Instructions for the task
Write the entries out again exactly as they stand, but without the pictures.

Extracted records
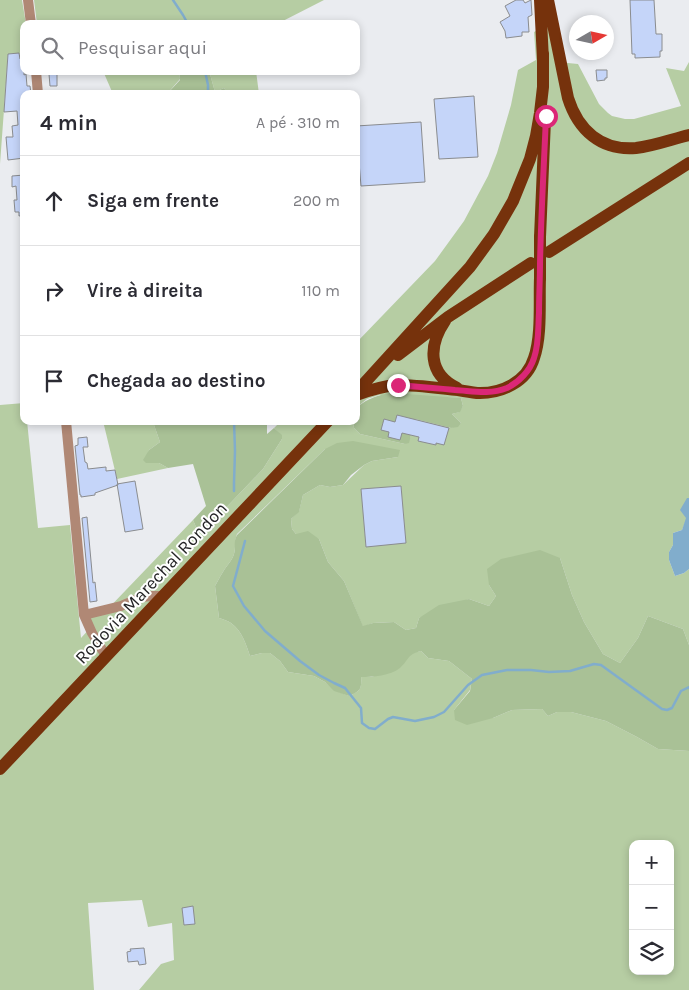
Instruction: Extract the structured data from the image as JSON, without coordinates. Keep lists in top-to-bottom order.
{
  "streets": {
    "main road": ["Rodovia Marechal Rondon"]
  },
  "north": "right",
  "page": {
    "search": "Pesquisar aqui",
    "heading": ["4 min", "A pé · 310 m"],
    "list": [
      ["Siga em frente", "200 m"],
      ["Vire à direita", "110 m"],
      "Chegada ao destino"
    ],
    "map_buttons": ["+", "−"]
  }
}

Response
Instruction: Extract the structured data from the image as JSON, without coordinates. Keep lists in top-to-bottom order.
{
  "streets": {
    "main road": ["Rodovia Marechal Rondon"]
  },
  "north": "right",
  "page": {
    "search": "Pesquisar aqui",
    "heading": ["4 min", "A pé · 310 m"],
    "list": [
      ["Siga em frente", "200 m"],
      ["Vire à direita", "110 m"],
      "Chegada ao destino"
    ],
    "map_buttons": ["+", "−"]
  }
}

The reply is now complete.